In a 2009 survey of 100 large corporate executives and M&A professionals commissioned by Merrill Corporation, most respondents (44 percent) cited merger success rates of just 26 percent to 50 percent, and 15 percent of the respondents reported success rates below 15 percent. A 2006 study in the British Journal of Management paints a similar picture: The overall failure rate of M&A deals, according to separate research over the past 30 years, ranged between 44 and 50 percent. In other words, the odds of a successful acquisition are roughly the same as a coin toss.

Why is this? Most research on the subject indicates that the leading cause of a failed acquisition is a conflict between the goals, strategies or management styles of the two merging companies. Sadly, these conflicts do not surface until after the deal is complete and the integration process is already under way.

While a large firm can write off most of their bad acquisitions from the profits from their much larger, core business, mid-market firms are particularly vulnerable to bad deals. Most mid-market firms have no corporate development function, and those that do have it thinly staffed. They also typically make and integrate acquisitions using their line executives, which distracts them from core operations. While mid-market M&A activity seems to be improving, the truth is most firms are not in a position to take big risks. Getting it right is critical.

The simple answer to reducing this risk is not to buy companies that you cannot successfully integrate. However, this is easier said than done. Executives love to buy companies, and bankers, lawyers, accountants and M&A consultants all reap their profits the moment the deal closes, regardless of the ultimate success or failure. And hey, let’s face it – deals can be exciting. But the CEO who is able to set aside emotion and walk away from bad deals will be better able to avoid taking an unnecessary risk and endangering the whole enterprise.  That means thoroughly analyzing a deal from all angles, figuring out just how two separate entities will actually fit together, and who will get the job done.
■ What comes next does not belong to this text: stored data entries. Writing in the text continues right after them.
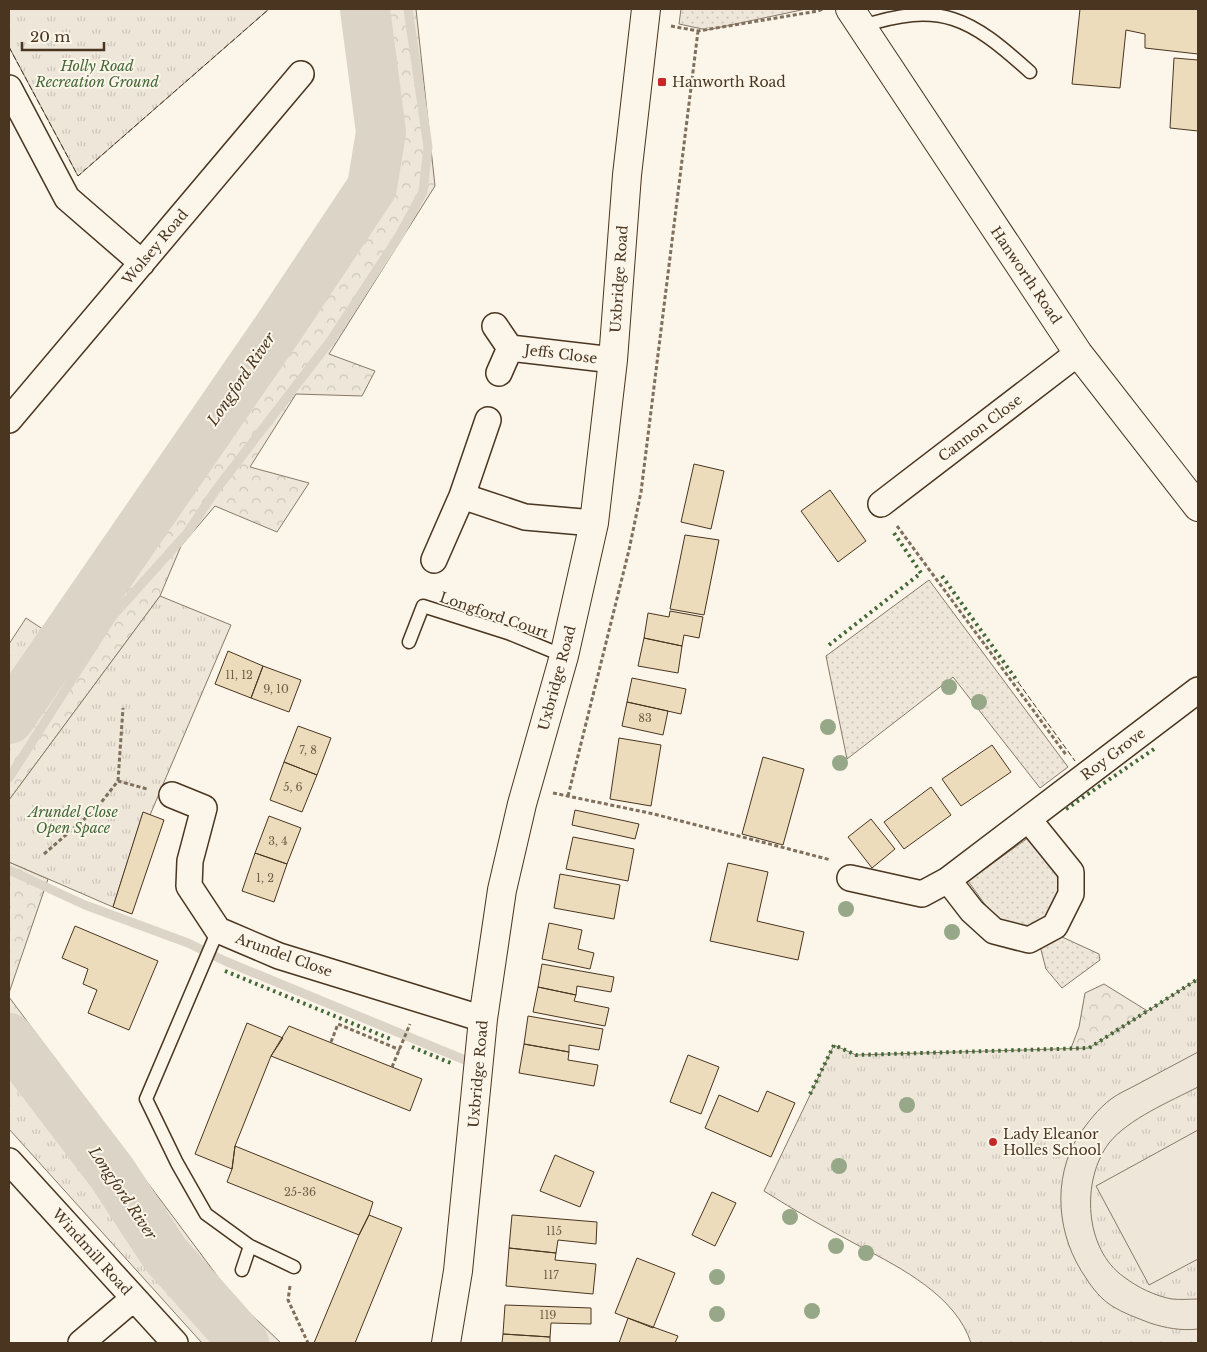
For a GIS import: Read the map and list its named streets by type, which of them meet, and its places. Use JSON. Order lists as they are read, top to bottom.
{
  "streets": {
    "main road": ["Hanworth Road", "Uxbridge Road"],
    "street": [
      "Wolsey Road",
      "Jeffs Close",
      "Cannon Close",
      "Roy Grove",
      "Arundel Close",
      "Windmill Road"
    ],
    "lane": ["Longford Court"]
  },
  "crossings": [
    ["Hanworth Road", "Cannon Close"],
    ["Uxbridge Road", "Jeffs Close"],
    ["Uxbridge Road", "Longford Court"],
    ["Uxbridge Road", "Arundel Close"]
  ],
  "water": ["Longford River"],
  "parks": ["Holly Road Recreation Ground", "Arundel Close Open Space"],
  "places": {
    "transit": ["Hanworth Road"],
    "other": ["Lady Eleanor Holles School"]
  },
  "house_numbers": [
    "11, 12",
    "9, 10",
    "83",
    "7, 8",
    "5, 6",
    "3, 4",
    "1, 2",
    "25-36",
    "115",
    "117",
    "119"
  ],
  "scale_bar": "20 m"
}
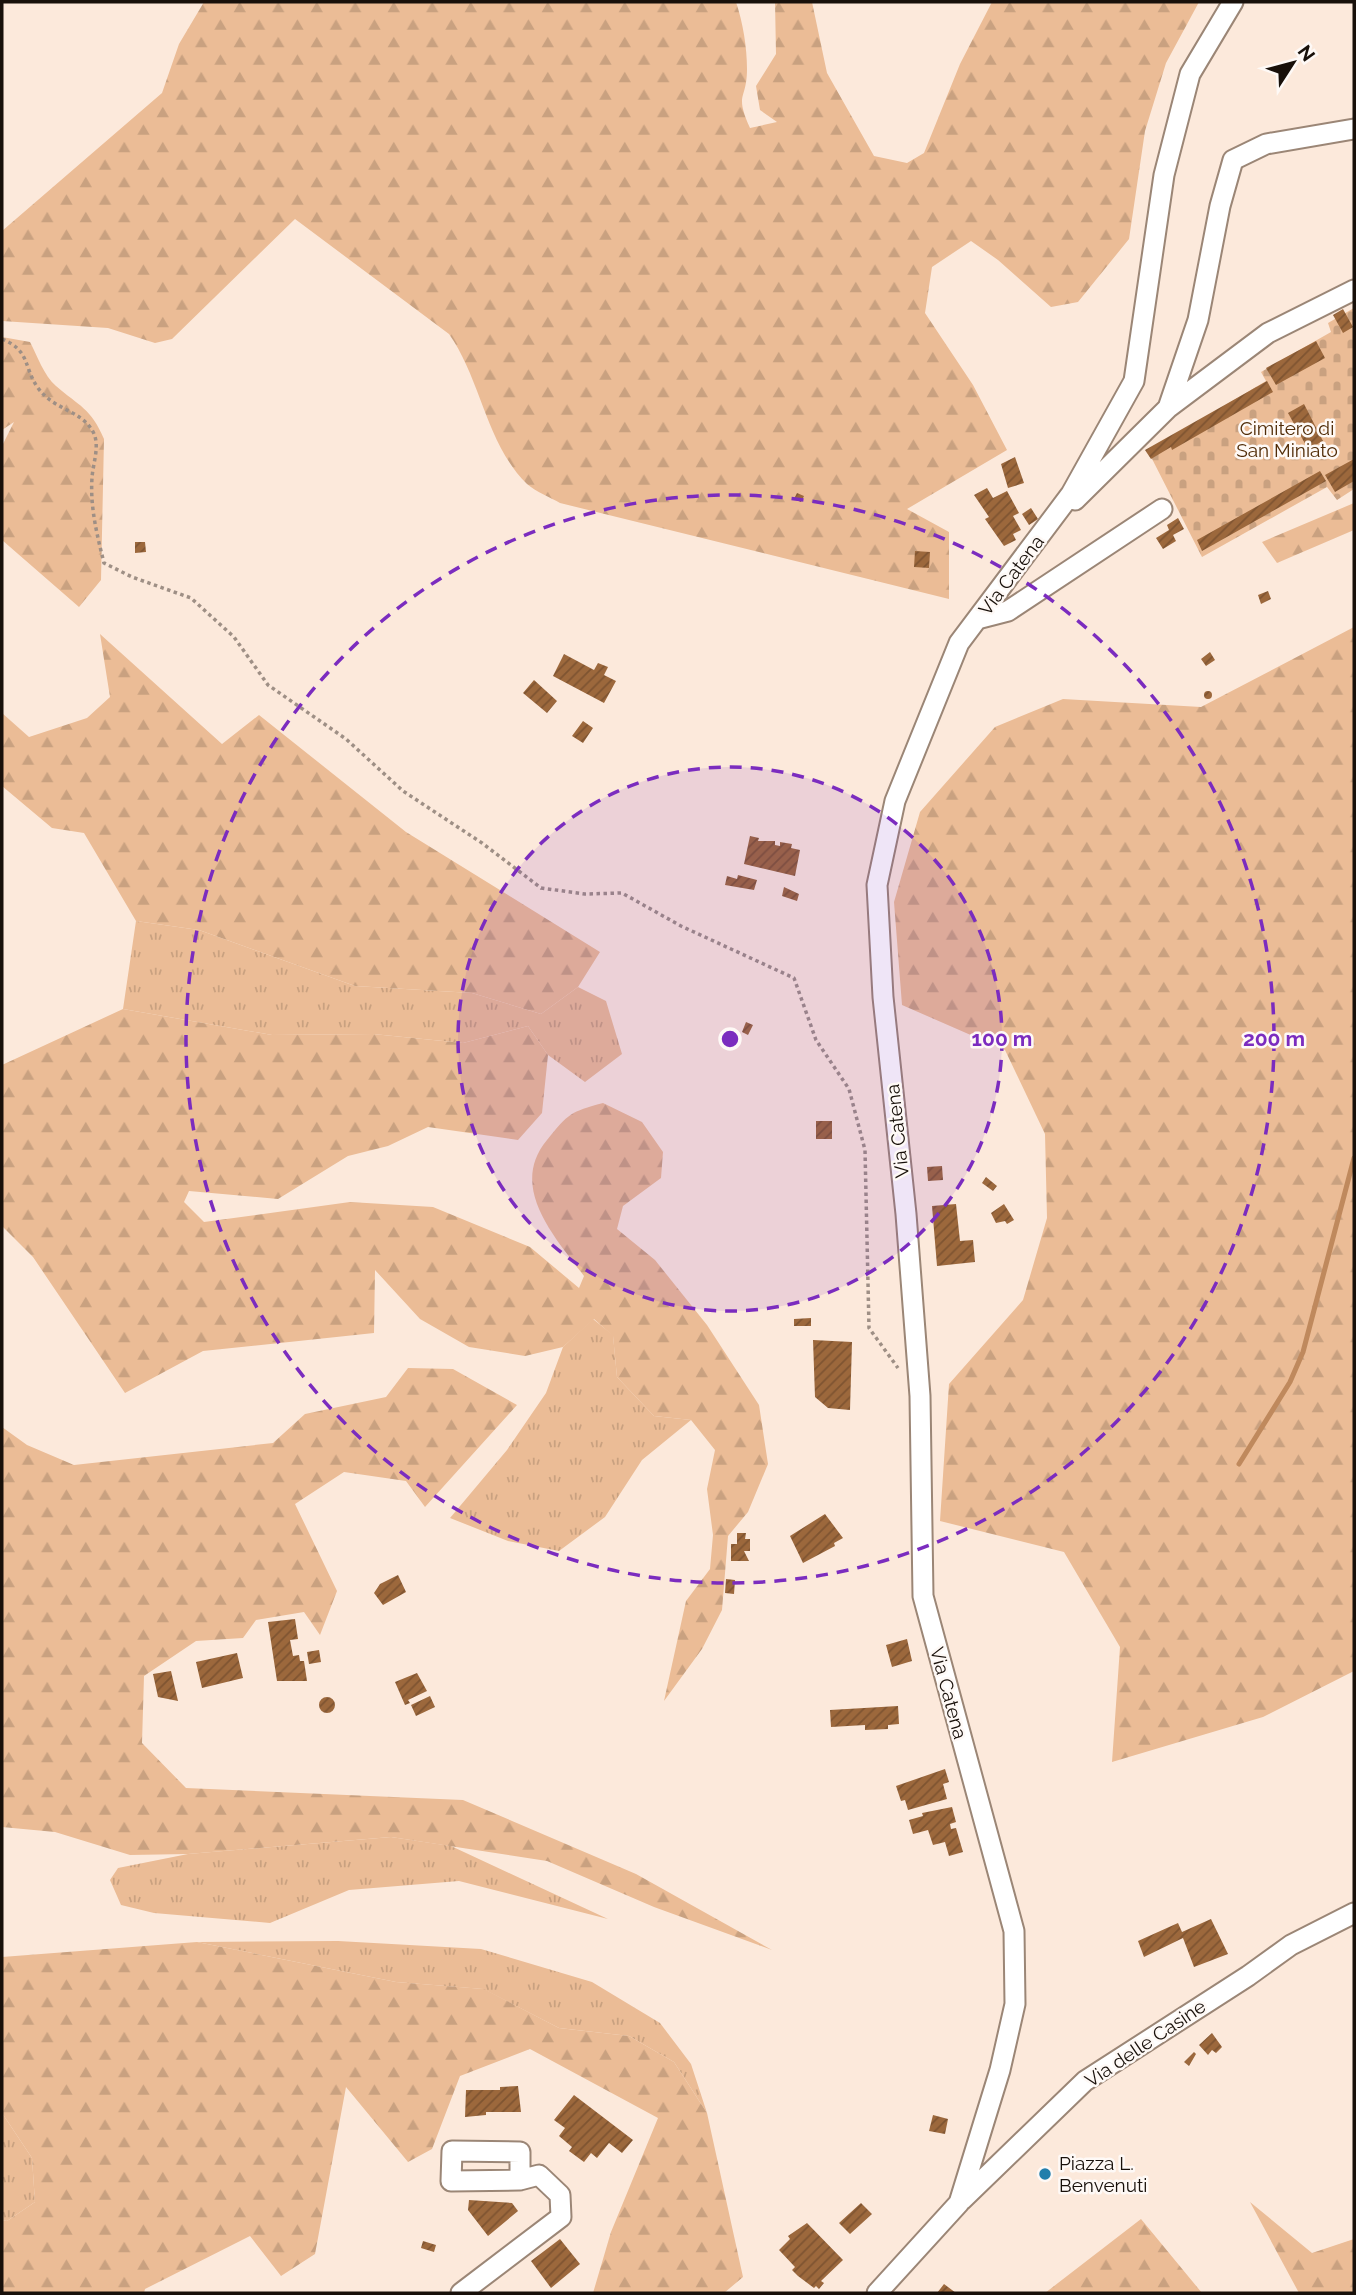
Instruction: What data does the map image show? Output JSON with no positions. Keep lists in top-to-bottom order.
{
  "streets": {
    "street": ["Via Catena", "Via delle Casine"]
  },
  "crossings": [
    ["Via Catena", "Via delle Casine"]
  ],
  "parks": ["Cimitero di San Miniato"],
  "places": ["Piazza L. Benvenuti"],
  "north": "top right",
  "rings": ["100 m", "200 m"]
}
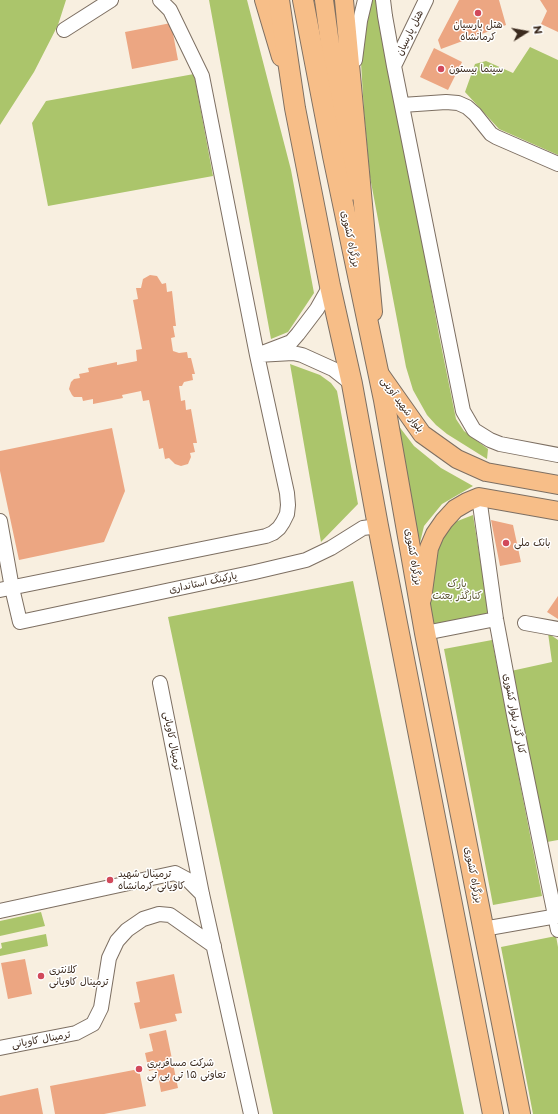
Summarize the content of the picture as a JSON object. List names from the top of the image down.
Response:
{
  "streets": {
    "highway": ["بزرگراه کشوری"],
    "main road": ["بلوار شهید آوینی"],
    "street": [
      "هتل پارسیان",
      "پارکینگ استانداری",
      "کنار گذر بلوار کشوری",
      "ترمینال کاویانی"
    ]
  },
  "crossings": [
    ["بزرگراه کشوری", "بلوار شهید آوینی"]
  ],
  "parks": ["پارک کنارگذر بعثت"],
  "places": [
    "هتل پارسیان کرمانشاه",
    "سینما بیستون",
    "بانک ملی",
    "ترمینال شهید کاویانی کرمانشاه",
    "کلانتری ترمینال کاویانی",
    "شرکت مسافربری تعاونی ۱۵ تی بی تی"
  ],
  "north": "right"
}
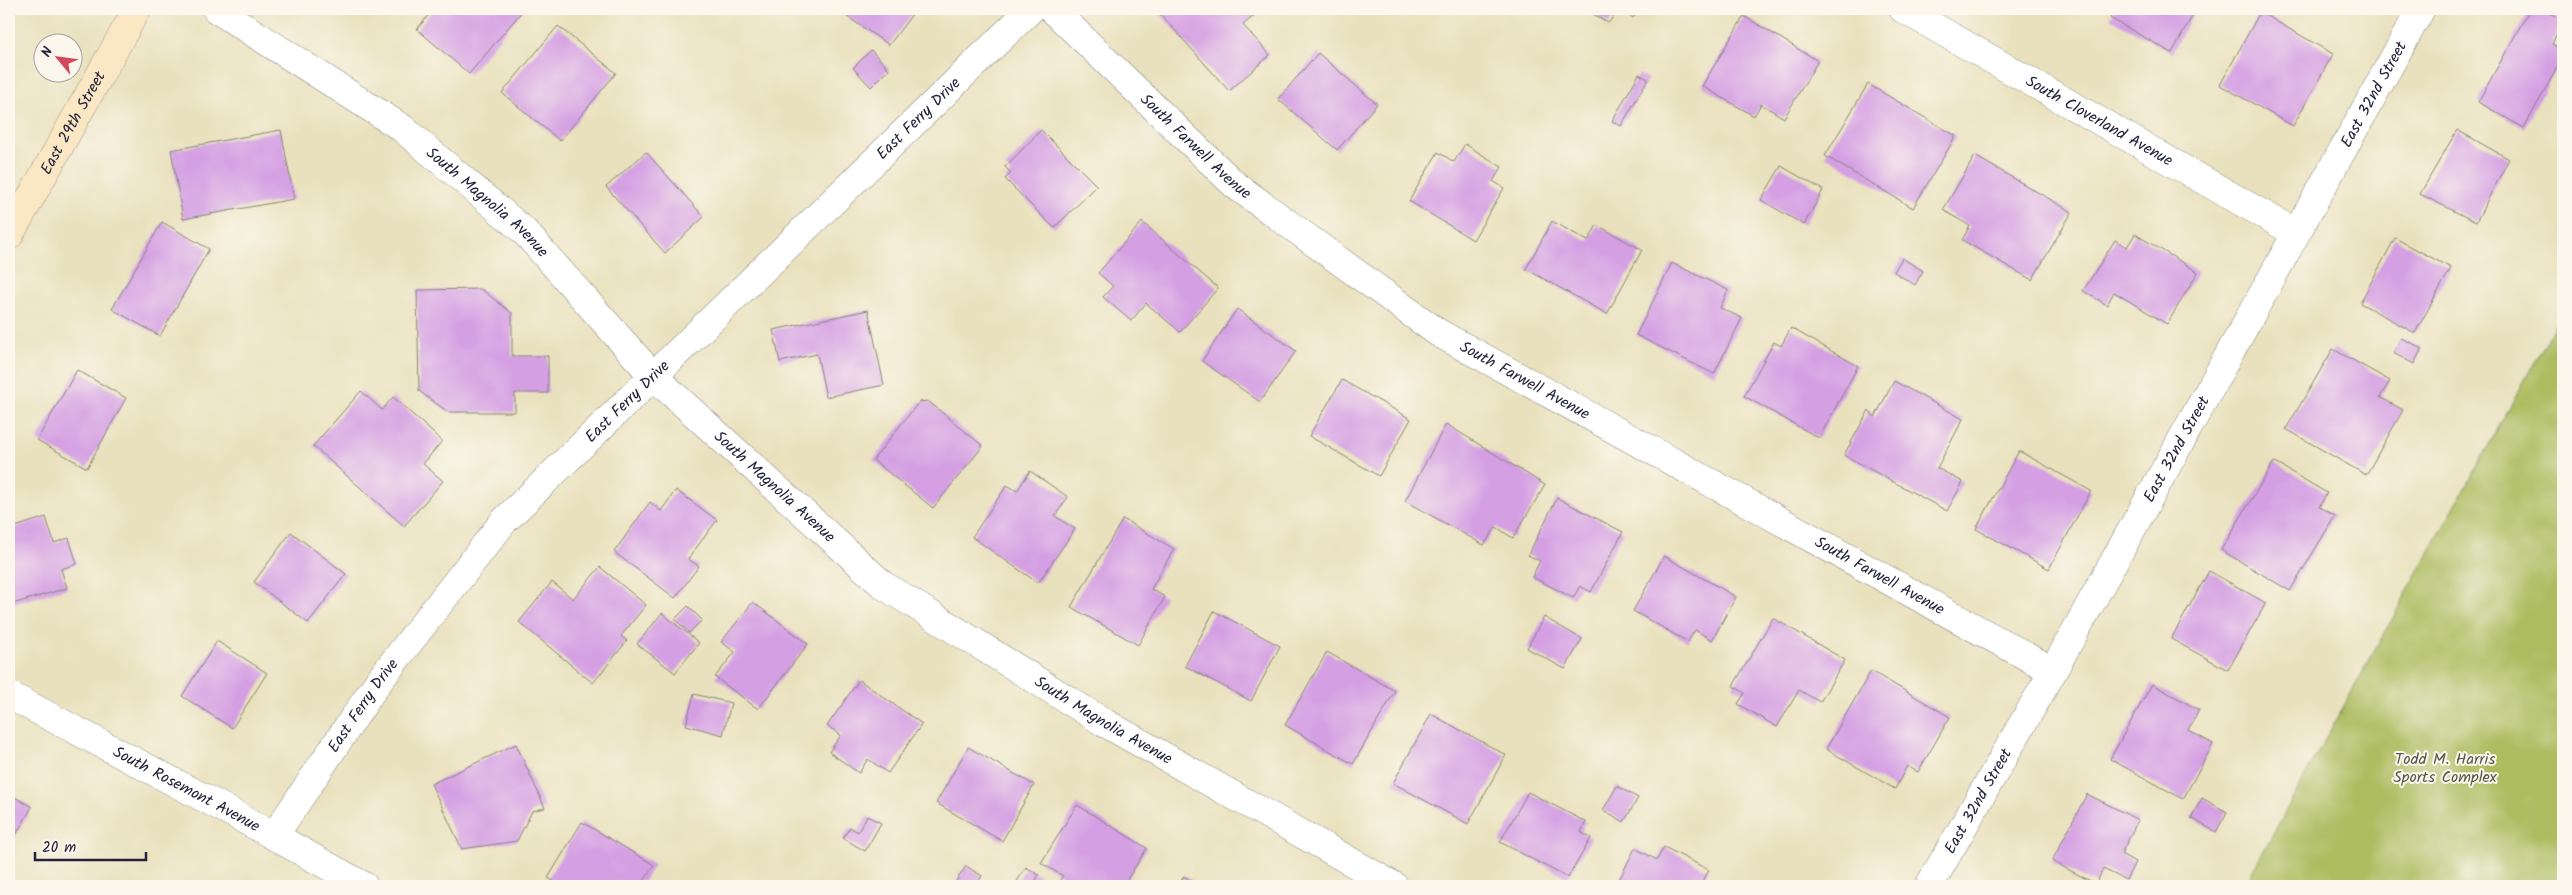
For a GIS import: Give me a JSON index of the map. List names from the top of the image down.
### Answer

I speak first from experience. As a CEO of an art publishing business, I once considered a deal to acquire a Utah company that would have added a popular genre to our collection of products.   There were red flags, however. The seller was eager, yet put a surprisingly high price on the table. Another thing I noticed about this seller was that he talked in circles. As time progressed and my team and I continued to analyze the deal, we began to see some less-than-ethical business practices that made us feel uncomfortable.

Meanwhile, the seller had visions of taking an important role in our senior management team. To be honest, his selling skills were one of the reasons we wanted to bring him aboard.  But we started to see that the way he treated artists and customers was different than how we treated ours. We walked away from that deal, and as time went on, we knew we had made the right call. We watched as the Utah company infringed on the intellectual property rights of other art publishing firms, including our own, and its reputation suffered as a result. We dodged a bullet.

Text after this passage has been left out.